History log of /linux-master/arch/powerpc/lib/qspinlock.c
Revision Date Author Comments
# b629b541 16-Oct-2023 Nicholas Piggin <npiggin@gmail.com>

powerpc/qspinlock: Rename yield_propagate_owner tunable

Rename yield_propagate_owner to yield_sleepy_owner, which better
describes what it does (what, not how).

Signed-off-by: Nicholas Piggin <npiggin@gmail.com>
Tested-by: Shrikanth Hegde <sshegde@linux.vnet.ibm.com>
Reviewed-by: "Nysal Jan K.A" <nysal@linux.ibm.com>
Signed-off-by: Michael Ellerman <mpe@ellerman.id.au>
Link: https://msgid.link/20231016124305.139923-7-npiggin@gmail.com


# 1e6d5f72 16-Oct-2023 Nicholas Piggin <npiggin@gmail.com>

powerpc/qspinlock: Propagate sleepy if previous waiter is preempted

The sleepy (aka lock-owner-is-preempted) condition is propagated down
the queue by each waiter. If a waiter becomes preempted, it can no
longer propagate sleepy. To allow subsequent waiters to yield to the
lock owner, also check the lock owner in this case.

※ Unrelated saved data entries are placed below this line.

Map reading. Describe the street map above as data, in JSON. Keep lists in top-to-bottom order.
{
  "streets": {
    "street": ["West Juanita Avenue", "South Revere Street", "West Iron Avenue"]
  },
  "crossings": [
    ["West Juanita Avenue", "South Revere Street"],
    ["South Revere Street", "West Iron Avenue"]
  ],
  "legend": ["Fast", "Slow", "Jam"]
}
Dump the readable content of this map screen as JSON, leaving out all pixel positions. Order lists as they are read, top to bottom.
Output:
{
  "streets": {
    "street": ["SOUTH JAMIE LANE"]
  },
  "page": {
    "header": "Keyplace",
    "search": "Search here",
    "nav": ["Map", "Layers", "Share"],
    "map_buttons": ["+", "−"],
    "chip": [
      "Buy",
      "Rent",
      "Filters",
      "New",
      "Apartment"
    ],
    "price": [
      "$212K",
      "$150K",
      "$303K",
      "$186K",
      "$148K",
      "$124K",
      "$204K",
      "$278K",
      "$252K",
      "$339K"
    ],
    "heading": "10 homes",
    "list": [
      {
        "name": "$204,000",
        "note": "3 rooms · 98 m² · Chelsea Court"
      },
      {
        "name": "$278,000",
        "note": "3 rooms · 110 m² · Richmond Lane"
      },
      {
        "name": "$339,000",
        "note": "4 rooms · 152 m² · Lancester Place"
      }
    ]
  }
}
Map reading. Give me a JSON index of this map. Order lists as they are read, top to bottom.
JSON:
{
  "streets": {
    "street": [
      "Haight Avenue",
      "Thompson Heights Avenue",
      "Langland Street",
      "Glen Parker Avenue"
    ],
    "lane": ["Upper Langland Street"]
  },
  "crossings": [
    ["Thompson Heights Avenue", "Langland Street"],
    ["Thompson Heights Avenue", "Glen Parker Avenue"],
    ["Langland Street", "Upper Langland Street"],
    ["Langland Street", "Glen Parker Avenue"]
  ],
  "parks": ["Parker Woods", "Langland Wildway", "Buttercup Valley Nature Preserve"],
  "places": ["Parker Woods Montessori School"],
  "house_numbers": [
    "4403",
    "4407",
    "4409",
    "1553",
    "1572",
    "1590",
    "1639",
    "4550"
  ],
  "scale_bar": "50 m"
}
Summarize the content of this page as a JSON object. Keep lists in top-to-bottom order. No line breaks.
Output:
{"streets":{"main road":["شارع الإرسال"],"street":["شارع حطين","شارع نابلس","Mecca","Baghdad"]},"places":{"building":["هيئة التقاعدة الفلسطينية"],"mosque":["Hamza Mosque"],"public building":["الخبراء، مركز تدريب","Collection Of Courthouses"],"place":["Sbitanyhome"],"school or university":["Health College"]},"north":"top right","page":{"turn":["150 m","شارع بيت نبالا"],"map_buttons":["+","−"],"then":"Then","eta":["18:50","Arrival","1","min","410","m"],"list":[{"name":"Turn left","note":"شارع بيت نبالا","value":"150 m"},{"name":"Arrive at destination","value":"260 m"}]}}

Signed-off-by: Nicholas Piggin <npiggin@gmail.com>
Tested-by: Shrikanth Hegde <sshegde@linux.vnet.ibm.com>
Reviewed-by: "Nysal Jan K.A" <nysal@linux.ibm.com>
Signed-off-by: Michael Ellerman <mpe@ellerman.id.au>
Link: https://msgid.link/20231016124305.139923-6-npiggin@gmail.com


# fcf77d44 16-Oct-2023 Nicholas Piggin <npiggin@gmail.com>

powerpc/qspinlock: don't propagate the not-sleepy state

To simplify things, don't propagate the not-sleepy condition back down
the queue. Instead, have the waiters clear their own node->sleepy when
finding the lock owner is not preempted.

Signed-off-by: Nicholas Piggin <npiggin@gmail.com>
Tested-by: Shrikanth Hegde <sshegde@linux.vnet.ibm.com>
Reviewed-by: "Nysal Jan K.A" <nysal@linux.ibm.com>
Signed-off-by: Michael Ellerman <mpe@ellerman.id.au>
Link: https://msgid.link/20231016124305.139923-5-npiggin@gmail.com


# fd8fae50 16-Oct-2023 Nicholas Piggin <npiggin@gmail.com>

powerpc/qspinlock: propagate owner preemptedness rather than CPU number

Rather than propagating the CPU number of the preempted lock owner,
just propagate whether the owner was preempted. Waiters must read the
lock value when yielding to it to prevent races anyway, so might as
well always load the owner CPU from the lock.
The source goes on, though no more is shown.